## ACTIVITY:
Go through the data below and return each line where the string "white" occurs.

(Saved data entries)
>>>

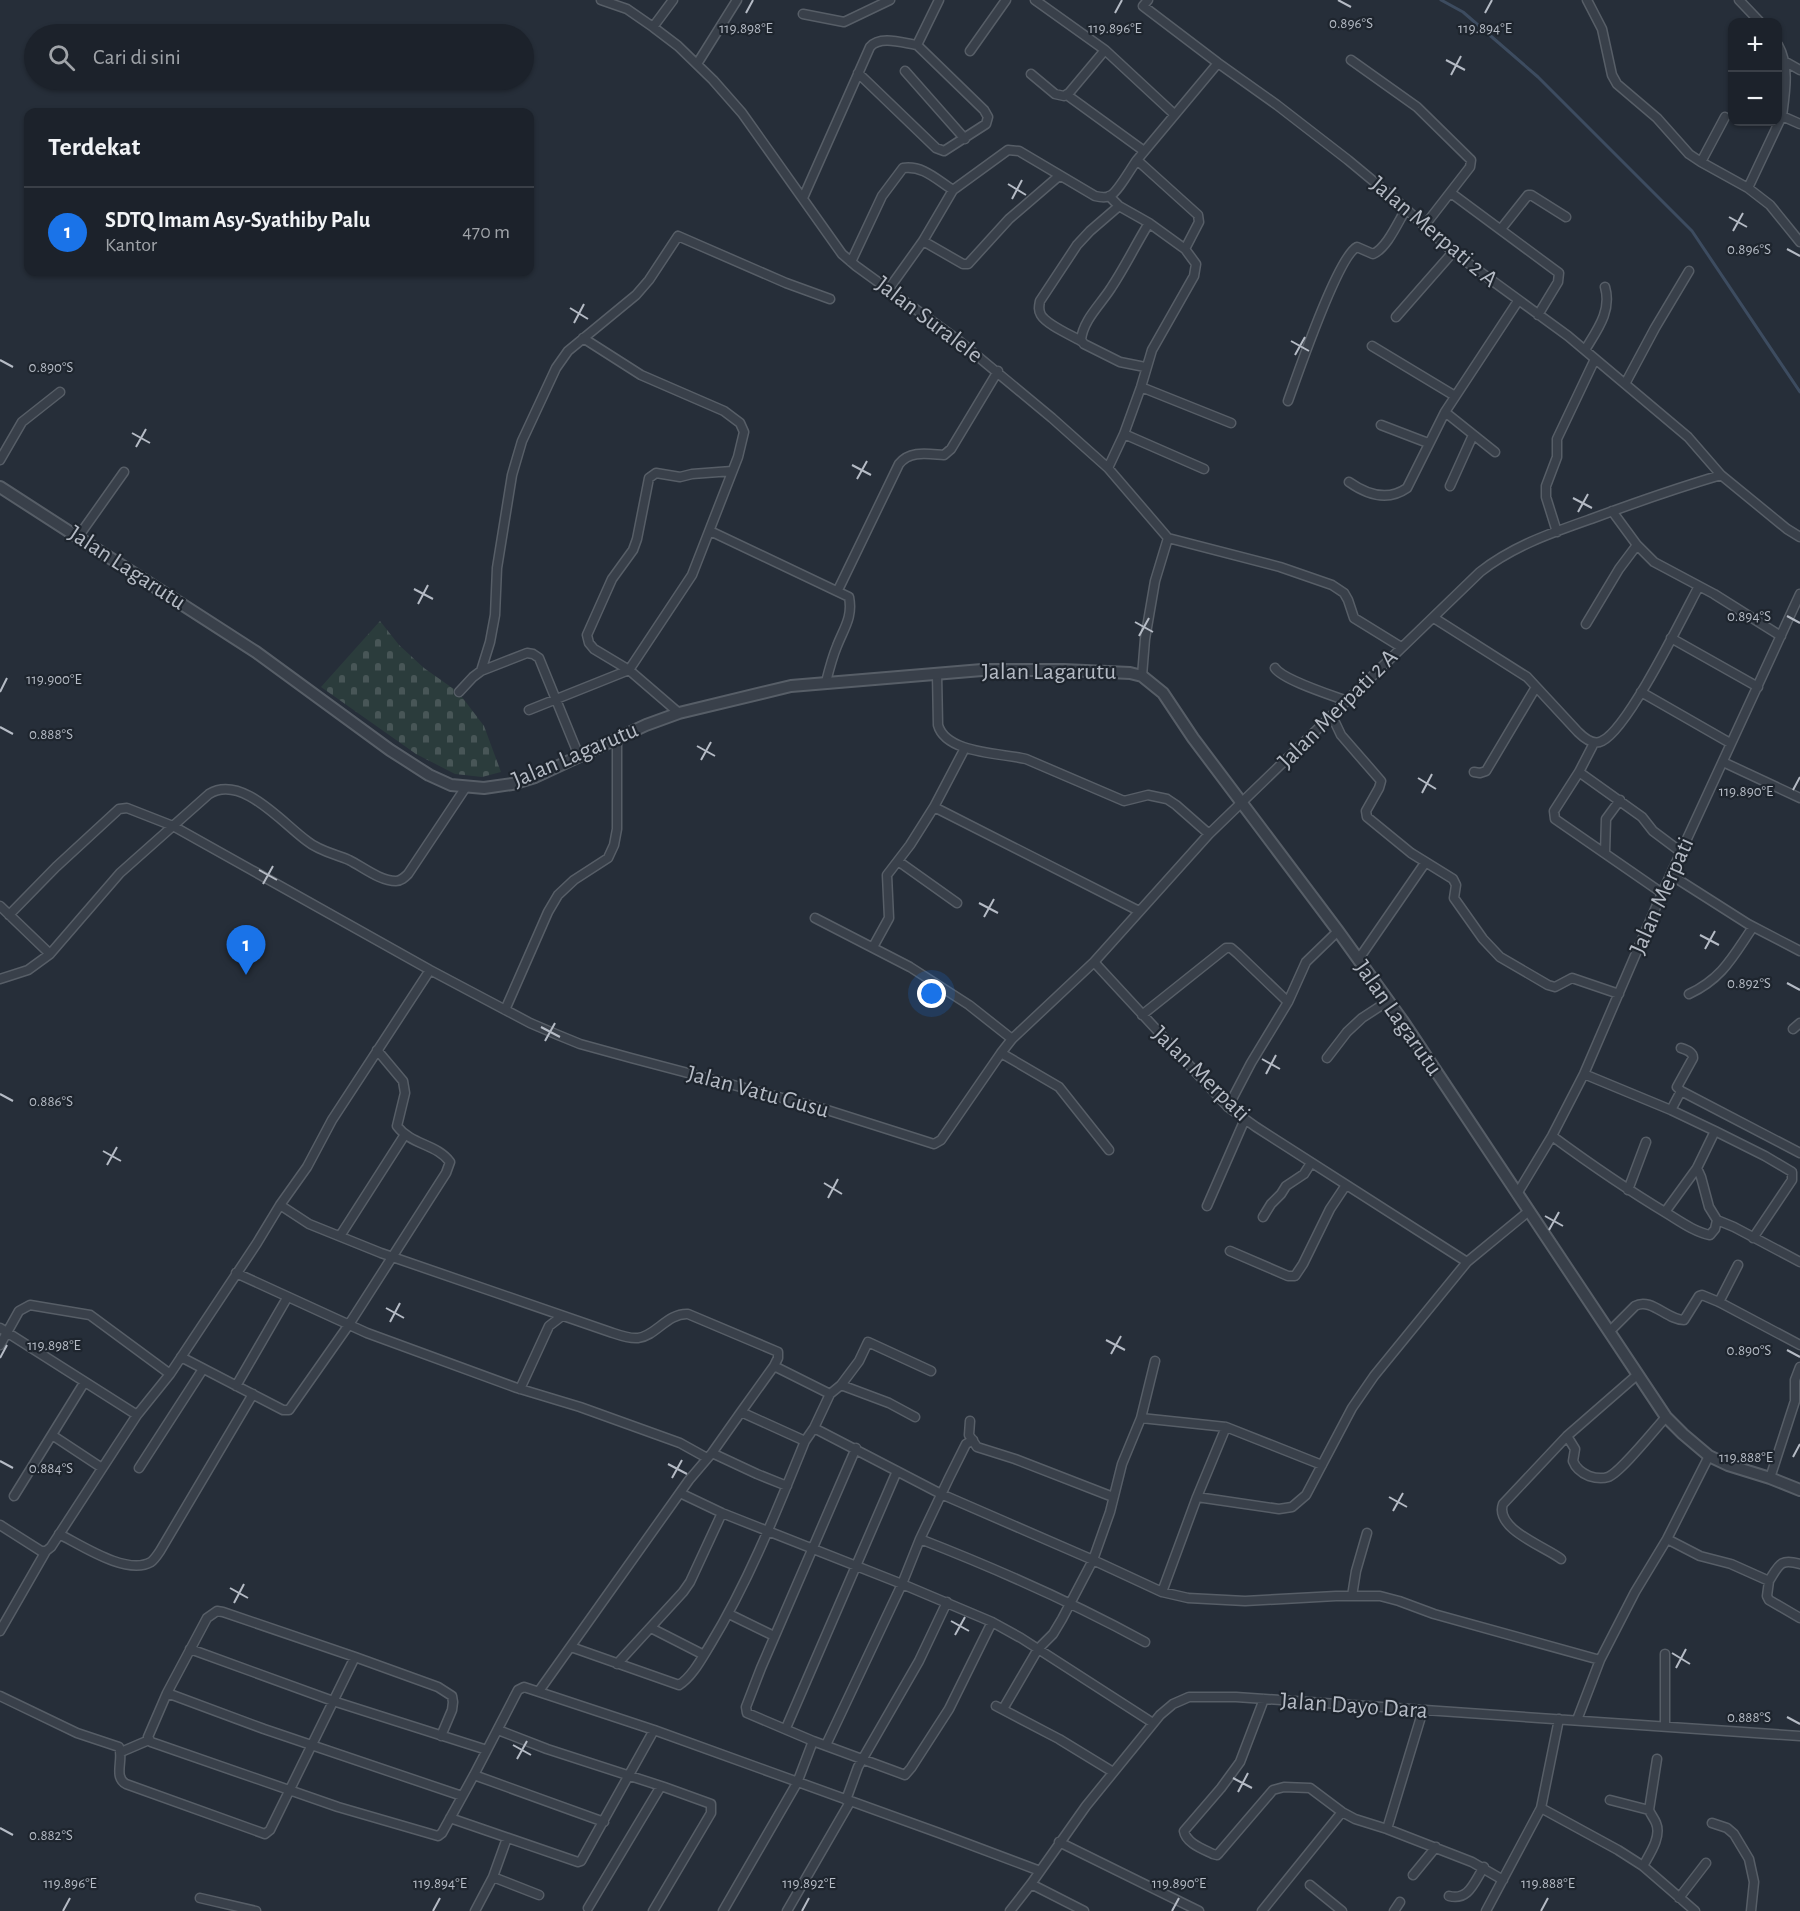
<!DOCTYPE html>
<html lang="id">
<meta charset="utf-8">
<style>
:root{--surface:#1c222b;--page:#252a33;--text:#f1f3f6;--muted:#a0a4a9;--line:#3a3f47;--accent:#1a73e8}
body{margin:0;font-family:"Alegreya Sans",sans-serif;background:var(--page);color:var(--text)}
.controls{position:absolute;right:18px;top:18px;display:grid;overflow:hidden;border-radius:12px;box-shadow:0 2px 4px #0004}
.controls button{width:54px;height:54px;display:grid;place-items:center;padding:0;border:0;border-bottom:2px solid var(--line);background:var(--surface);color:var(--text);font:30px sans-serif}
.you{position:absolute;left:932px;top:994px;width:21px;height:21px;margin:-15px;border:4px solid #fff;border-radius:50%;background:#1a73e8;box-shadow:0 0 0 9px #1a73e833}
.badge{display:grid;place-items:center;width:39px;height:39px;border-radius:50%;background:var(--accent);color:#fff;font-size:20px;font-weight:700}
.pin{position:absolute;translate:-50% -50px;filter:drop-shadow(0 2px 3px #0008)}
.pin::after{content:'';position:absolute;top:32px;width:21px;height:18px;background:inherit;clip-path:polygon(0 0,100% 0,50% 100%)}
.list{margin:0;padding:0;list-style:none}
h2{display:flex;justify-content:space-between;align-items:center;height:78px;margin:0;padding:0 24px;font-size:26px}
h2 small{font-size:20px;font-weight:400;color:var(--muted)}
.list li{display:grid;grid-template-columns:39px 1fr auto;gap:18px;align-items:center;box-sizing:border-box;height:90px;padding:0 24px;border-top:2px solid var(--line)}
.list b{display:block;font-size:22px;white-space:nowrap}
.list p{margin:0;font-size:20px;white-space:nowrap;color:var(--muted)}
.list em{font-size:20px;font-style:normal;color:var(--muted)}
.icon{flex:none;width:33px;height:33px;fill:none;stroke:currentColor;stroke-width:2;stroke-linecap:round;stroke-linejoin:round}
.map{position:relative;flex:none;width:1800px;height:1911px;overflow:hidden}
.search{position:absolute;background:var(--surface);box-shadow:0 2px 4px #0004;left:24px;top:24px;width:510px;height:66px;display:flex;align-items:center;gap:15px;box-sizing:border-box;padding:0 21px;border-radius:33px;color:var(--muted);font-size:22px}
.panel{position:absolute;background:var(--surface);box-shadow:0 2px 4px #0004;left:24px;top:108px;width:510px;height:168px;border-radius:12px}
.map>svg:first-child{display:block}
.cemetery{fill:url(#cemetery-stones)}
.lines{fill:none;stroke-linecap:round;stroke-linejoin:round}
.stream{stroke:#3d4c60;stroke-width:3}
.minor-casing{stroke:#575e67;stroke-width:11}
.tertiary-casing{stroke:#575e67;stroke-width:14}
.minor{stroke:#39404a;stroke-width:8}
.tertiary{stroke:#39404a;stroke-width:10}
.ticks{fill:none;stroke:#b5bbc5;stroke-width:2}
.labels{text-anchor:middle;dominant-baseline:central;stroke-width:4.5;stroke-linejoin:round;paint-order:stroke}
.street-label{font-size:24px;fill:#b5bbc5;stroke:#1e252e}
.ticks-label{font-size:15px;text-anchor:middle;fill:#b5bbc5;stroke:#1e252e;stroke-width:4.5;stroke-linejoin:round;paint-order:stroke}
</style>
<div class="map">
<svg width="1800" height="1911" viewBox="0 0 1800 1911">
<defs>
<pattern id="cemetery-stones" width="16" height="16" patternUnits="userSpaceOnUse" patternTransform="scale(1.5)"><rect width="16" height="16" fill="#2b3c3c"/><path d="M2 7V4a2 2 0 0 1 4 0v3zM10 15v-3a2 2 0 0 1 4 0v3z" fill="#485657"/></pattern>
</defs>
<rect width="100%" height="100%" fill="#262e39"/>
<path class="cemetery" d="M380,621L399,645L424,668L458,692L465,701L484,726L501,772L482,777L455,774L416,754L321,687Z"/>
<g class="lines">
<path class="stream" d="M1441,0L1463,12L1538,77L1692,231L1800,392"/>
<defs>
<path id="minor" d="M601,0L627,9L653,27L678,46L713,80L742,113L842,254L856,266L958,340L1052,418L1108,468L1168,538
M1035,0L1105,50L1174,114
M1148,0L1143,6L1218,63L1277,105L1348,160L1395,199L1453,252L1568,336L1688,437L1721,475L1787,529L1800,537
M1587,0L1602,29L1612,75L1617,84L1657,118L1689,154L1701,162L1748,188L1770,205L1800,242
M1739,0L1760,22
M803,14L844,22L890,0
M653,27L673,0
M1778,45C1790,66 1785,93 1782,116
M970,51L1006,0
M1351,60L1417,107L1471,160L1470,167L1425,225
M1784,61L1800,70
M697,64L737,0
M905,71L965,139
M858,73L936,148L944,151L986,124L988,117L984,110L917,45
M1031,74L1055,94L1064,96L1069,93L1105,50
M1067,95L1144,151
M1701,162L1725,117
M1748,188L1782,116L1800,124
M1451,193L1559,273L1558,282L1538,315
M1109,196L1119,206L1149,223L1185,249
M803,198L870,47C880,35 903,43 917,45L939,0
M1501,229L1528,195H1531L1566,217
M923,241L963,264H968L1009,219L1059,176
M851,262L882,196L903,168C923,165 937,180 953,190
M888,290L923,241L953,190L1008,150L1019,151L1095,196C1099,197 1106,198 1110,196C1118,192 1131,168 1137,160
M1396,317L1453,252
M1081,341C1071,335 1047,325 1041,315C1038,310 1039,306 1040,301L1077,245L1090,231L1119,206
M1372,346L1455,396
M1585,350C1597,330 1612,311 1605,287
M1145,367L1120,362L1084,344L1081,340C1083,320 1101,304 1111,288C1125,267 1136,244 1149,223
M1625,384L1655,328L1689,271
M1141,387L1231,423
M1288,401C1297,376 1338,256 1357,247L1373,254C1387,248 1398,222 1406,209
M1381,425L1428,443
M1124,434L1204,469
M1495,452L1445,412L1518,301
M0,460L22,422L60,392
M1108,468L1124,434L1141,387L1152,350L1194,276L1196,264L1185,249L1199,222L1198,215L1137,160L1218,63
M1349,482C1366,494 1387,502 1407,488L1445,412
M1450,486L1473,435
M1612,511L1637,545L1654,562L1714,594L1781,636
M710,531L849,597C853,617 844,628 837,646C832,658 829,670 826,682
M1557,532L1546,497V486L1557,457V439L1595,359
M78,537L124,472
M1168,538L1280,567L1332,585L1344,593L1348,600L1354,618L1401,647
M838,590L899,464C910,450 928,454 944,455L951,449L998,371
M1434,618L1527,677L1578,732C1584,738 1593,746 1602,741C1628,729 1683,616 1699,586
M1586,624L1619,569L1637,545
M1671,638L1758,687
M1275,668C1283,680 1331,695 1347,701
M481,671L490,642L495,615L497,568L512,475L522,441L556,368L568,351L636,295L649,280L678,236L786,283L830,299
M937,674L938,725C946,754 1002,753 1026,759L1124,801L1148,795L1167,799L1176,805L1209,834
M1142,676L1145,639L1155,581L1168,538
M459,692L473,677L481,671L527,653L533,654L539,658L579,756
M1641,692L1730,743
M529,710L629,670L692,575L738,457L744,432L740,423L724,411L641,375L583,338
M679,713L629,670L594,649L589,643L587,635L612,579L633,550L637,539L649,478L656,473L680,477L692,474L732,471
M1332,716L1341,735L1381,781L1379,788L1366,811L1367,817L1411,853L1453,879L1456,885L1454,898L1483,939L1500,957L1548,985L1555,987L1572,978L1619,994
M1594,743L1579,772L1554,811L1555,819L1662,893
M1723,762L1800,798
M1474,772L1480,773L1486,771L1536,687
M1579,772L1642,817L1653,831L1681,852
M934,807L965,748
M1605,853L1606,819L1620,800
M898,861L957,903
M1671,875L1748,924L1800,951
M0,906L50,954
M9,915L56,867L119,809L127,808L173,826L430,970L530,1023L558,1035L580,1044L631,1058L824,1109L934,1144L941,1140L1001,1053L1012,1039L1094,962L1209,834L1480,572C1513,546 1551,533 1591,519C1634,503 1677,488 1721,475
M815,918L910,967L969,1005L1012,1039
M873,947L889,918L887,875L910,845L934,807L1139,911
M1358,960L1425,863
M1094,962L1228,1107L1256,1127L1467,1262L1529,1211
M0,979L28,970L50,954L120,873L209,794C242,774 282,823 307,841C319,851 335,854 349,860C363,867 380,881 396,881C401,881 404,878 408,874L466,787
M1689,994C1723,978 1733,956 1753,927
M505,1010L548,912L558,895L574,880L608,858L614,845L617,829V739
M1142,1015L1226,948H1231L1238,954L1288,1002
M1793,1029L1800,1023
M1681,1048C1687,1050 1693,1052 1693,1058L1677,1087L1681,1091
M1001,1053L1059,1087L1109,1150
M1327,1058L1347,1032L1362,1018L1388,1001
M1584,1074L1671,1110L1681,1091L1800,1153
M1228,1107L1251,1063L1288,1002L1306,962L1338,931
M1715,1131L1765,1156L1792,1172V1180L1753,1238
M1552,1136C1590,1164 1628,1190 1668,1214C1681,1222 1695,1232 1710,1235L1715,1229L1717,1220L1709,1207L1701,1177L1697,1168
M1628,1190L1646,1142
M1517,1194L1552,1136L1584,1074L1662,893L1800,594
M280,1205L307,1167L332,1120L430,970
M1207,1206L1245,1119
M1665,1212L1697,1168L1715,1131L1671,1110
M1263,1217L1271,1204L1281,1194L1286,1186L1304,1174L1311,1163
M1717,1220L1734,1227L1800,1262
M340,1236L404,1136
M1230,1251L1288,1276H1295L1303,1264L1330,1209L1346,1185
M236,1273L367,1333L517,1388L580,1407L680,1443L707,1458
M1719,1302L1738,1265
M0,1328L137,1415
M1610,1331L1635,1306C1651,1297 1667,1320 1684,1320L1699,1296L1702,1295L1719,1302L1800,1345
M0,1345L19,1311L30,1305L90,1315L170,1374
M181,1357L283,1410H289L348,1326L446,1173L450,1162C437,1144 411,1145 397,1126L405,1093L403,1081L377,1050
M774,1366L830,1394
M841,1385L859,1361L868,1342L931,1371
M236,1386L287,1298
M520,1389L549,1326L562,1316
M1141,1418L1226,1427L1322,1465
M970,1421L969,1435L977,1447L1015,1459L1113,1497
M814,1428L830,1394L841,1385L889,1403L915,1417
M52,1435L102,1468
M1567,1436L1575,1449L1573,1461C1576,1469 1582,1473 1589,1476C1595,1478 1602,1479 1608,1477C1620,1473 1655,1429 1666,1417
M856,1448L761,1668L746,1707L747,1713L813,1741L905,1775L911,1768L949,1709L992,1622
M712,1453L757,1474L787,1486
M139,1468L203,1369
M1770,1478L1795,1401V1380L1800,1367
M680,1493L722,1513L902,1584L992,1622L1021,1638L1153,1723
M14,1496L84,1383
M1197,1497L1279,1509L1292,1507L1306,1495L1352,1408L1374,1376L1467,1262
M0,1525L41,1551H46
M59,1534C81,1545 127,1576 151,1562C154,1560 158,1554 160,1551L253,1394
M920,1539C997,1569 1072,1602 1145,1642
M1667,1539L1700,1556L1731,1564L1769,1581C1779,1565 1780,1558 1800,1564
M1561,1559C1546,1547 1494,1529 1503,1504L1567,1436L1637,1375
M1769,1581L1767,1596L1769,1600L1800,1618
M1162,1592L1197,1497L1226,1427
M1352,1596L1356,1571L1367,1533
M729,1614L774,1636
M651,1628L704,1655
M0,1631L46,1551L51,1547L116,1447L137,1415L170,1374L257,1243L280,1205L309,1224L381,1253L610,1332C619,1335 629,1339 638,1338C656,1336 667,1313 688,1314L778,1352V1358L774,1366L741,1412
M571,1647L679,1685C692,1677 702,1658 710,1645C749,1581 777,1510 805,1441L814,1428L941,1494L1093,1560L1162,1592L1188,1598L1245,1601L1336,1596H1380L1399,1601L1434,1614L1600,1660
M190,1649L333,1701L487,1750
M1665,1654V1726
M617,1664L683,1592L690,1582L722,1513
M539,1691L689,1480L712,1453L741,1412L805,1441
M167,1693L264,1729L462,1796
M0,1696L77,1733L119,1747C124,1759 113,1777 126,1784L265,1834L270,1830L355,1657
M1264,1699L1240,1762L1221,1788L1184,1831C1186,1843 1203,1849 1213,1854L1217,1855L1219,1853L1273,1790L1284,1787L1310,1788L1342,1812L1355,1819L1387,1829L1423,1710
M996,1706L1059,1739L1113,1772
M1003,1709L1038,1649L1053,1634L1062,1619L1093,1560L1110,1512L1122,1464L1141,1418L1155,1361
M1577,1720L1600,1660L1635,1592L1667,1539L1709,1456
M786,1728L897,1471
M498,1730L547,1749L661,1786
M441,1736L452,1710L453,1702L452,1696L438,1687L355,1657L223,1612L217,1611L207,1618L167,1693L148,1737L151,1742L338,1807L438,1836L442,1833L474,1775L518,1690L524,1687L654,1730L939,1833L1040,1871
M826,1745L902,1584L920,1539L949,1478L966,1444L973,1440
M121,1752L149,1740
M474,1775L604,1822
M846,1800L858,1767L919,1661L947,1602
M1610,1800L1649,1810C1651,1815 1654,1818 1656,1823C1662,1837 1649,1855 1643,1866
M1541,1808L1618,1850L1643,1866L1695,1911
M1649,1810L1657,1759
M450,1818L578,1862L581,1861L654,1730
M1712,1823L1727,1828L1734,1834L1749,1859L1754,1882L1751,1911
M1387,1829L1472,1862L1503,1880
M1059,1842L1199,1911
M1413,1875L1436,1847
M493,1877L539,1895
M1031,1884L1084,1911
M1310,1885L1342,1911
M1449,1896C1469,1901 1474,1882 1484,1867
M200,1898L256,1911
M1679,1898L1706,1863
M588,1908L661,1786L664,1787L711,1804V1813L653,1911
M475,1911L493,1877L507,1838
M723,1911L797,1783L813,1741
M787,1911L850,1802
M1010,1911L1031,1884L1086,1806L1160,1715L1173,1704L1189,1697H1236L1800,1736
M1262,1911L1342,1812
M1394,1911L1400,1902
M1486,1911L1541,1808L1559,1719"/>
<path id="tertiary" d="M0,487L256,652L390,750L429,775L451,785L484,788L512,784L535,777L646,725L679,713L791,686L982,670H1064L1130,673L1142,676L1163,693L1193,738L1338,931L1402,1020L1666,1417L1683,1434L1709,1456L1728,1465L1770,1478L1800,1490"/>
</defs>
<use href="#minor" class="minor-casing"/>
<use href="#tertiary" class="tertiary-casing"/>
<use href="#minor" class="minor"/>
<use href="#tertiary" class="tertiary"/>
</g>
<path class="ticks" d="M1338,0L1351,7M746,13L753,0M1115,13L1122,0M1485,13L1492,0M1446,60L1465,70M1451,75L1461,56M1008,184L1026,195M1012,199L1022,180M1729,217L1747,227M1733,231L1743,213M1787,249L1800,256M570,308L588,319M574,323L584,304M1291,341L1309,351M1295,355L1305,337M0,360L13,367M132,433L150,443M136,447L146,429M852,465L871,475M857,479L867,461M1573,498L1592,508M1578,512L1588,494M414,589L433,599M418,604L428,585M1787,616L1800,623M1135,622L1153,632M1139,636L1149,618M0,692L7,678M0,727L13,734M697,746L715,756M701,760L711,742M1418,778L1436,789M1793,790L1800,777M1422,793L1432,774M259,870L277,880M263,884L273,866M979,903L998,913M984,917L994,899M1700,935L1719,945M1705,949L1715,931M1787,983L1800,990M541,1027L560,1037M545,1041L555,1023M1262,1059L1280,1069M1266,1074L1276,1055M0,1094L13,1101M103,1151L121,1161M107,1165L117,1147M824,1183L842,1194M828,1198L838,1179M1545,1216L1563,1226M1549,1230L1559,1212M386,1308L404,1318M390,1322L400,1303M1106,1340L1125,1350M1787,1350L1800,1357M1111,1354L1121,1336M0,1358L7,1345M1793,1457L1800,1444M0,1461L13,1468M668,1464L687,1474M672,1478L682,1460M1389,1497L1407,1507M1393,1511L1403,1493M230,1588L248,1598M234,1603L244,1584M951,1621L969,1631M955,1635L965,1617M1672,1653L1690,1664M1676,1668L1686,1649M1787,1717L1800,1724M513,1745L531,1755M517,1759L527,1741M1233,1778L1252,1788M1238,1792L1248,1773M0,1828L13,1835M63,1911L70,1898M433,1911L440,1898M802,1911L809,1898M1172,1911L1179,1898M1541,1911L1548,1898"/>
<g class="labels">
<g class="street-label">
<text transform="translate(1434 232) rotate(40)">Jalan Merpati 2 A</text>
<text transform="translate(929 320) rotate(37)">Jalan Suralele</text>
<text transform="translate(127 568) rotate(33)">Jalan Lagarutu</text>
<text x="1049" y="672">Jalan Lagarutu</text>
<text transform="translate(1338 709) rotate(-45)">Jalan Merpati 2 A</text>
<text transform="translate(575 755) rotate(-23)">Jalan Lagarutu</text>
<text transform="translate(1662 896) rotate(-66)">Jalan Merpati</text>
<text transform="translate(1398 1018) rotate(55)">Jalan Lagarutu</text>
<text transform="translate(1201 1074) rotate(44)">Jalan Merpati</text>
<text transform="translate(758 1092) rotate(15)">Jalan Vatu Gusu</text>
<text transform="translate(1354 1706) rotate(4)">Jalan Dayo Dara</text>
</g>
</g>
<g class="ticks-label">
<text x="1351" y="28">0.896°S</text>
<text x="746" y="33">119.898°E</text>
<text x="1115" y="33">119.896°E</text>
<text x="1485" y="33">119.894°E</text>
<text x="1749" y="254">0.896°S</text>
<text x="51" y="372">0.890°S</text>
<text x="1749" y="621">0.894°S</text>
<text x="54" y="684">119.900°E</text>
<text x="51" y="739">0.888°S</text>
<text x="1746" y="796">119.890°E</text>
<text x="1749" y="988">0.892°S</text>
<text x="51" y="1106">0.886°S</text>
<text x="54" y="1350">119.898°E</text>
<text x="1749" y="1355">0.890°S</text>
<text x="1746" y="1462">119.888°E</text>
<text x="51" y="1473">0.884°S</text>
<text x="1749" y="1722">0.888°S</text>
<text x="51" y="1840">0.882°S</text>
<text x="70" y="1888">119.896°E</text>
<text x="440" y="1888">119.894°E</text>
<text x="809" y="1888">119.892°E</text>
<text x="1179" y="1888">119.890°E</text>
<text x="1548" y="1888">119.888°E</text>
</g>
</svg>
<div class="controls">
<button>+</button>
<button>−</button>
</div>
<div class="you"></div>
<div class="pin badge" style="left:246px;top:975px">1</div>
<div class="search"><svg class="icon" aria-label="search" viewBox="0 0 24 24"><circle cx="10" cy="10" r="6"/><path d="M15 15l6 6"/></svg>Cari di sini</div>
<section class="panel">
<h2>Terdekat<small></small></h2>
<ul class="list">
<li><span class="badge">1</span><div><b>SDTQ Imam Asy-Syathiby Palu</b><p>Kantor</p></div><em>470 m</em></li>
</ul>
</section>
</div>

<<<

## ANSWER TO THIS PROBLEM:
.list b{display:block;font-size:22px;white-space:nowrap}
.list p{margin:0;font-size:20px;white-space:nowrap;color:var(--muted)}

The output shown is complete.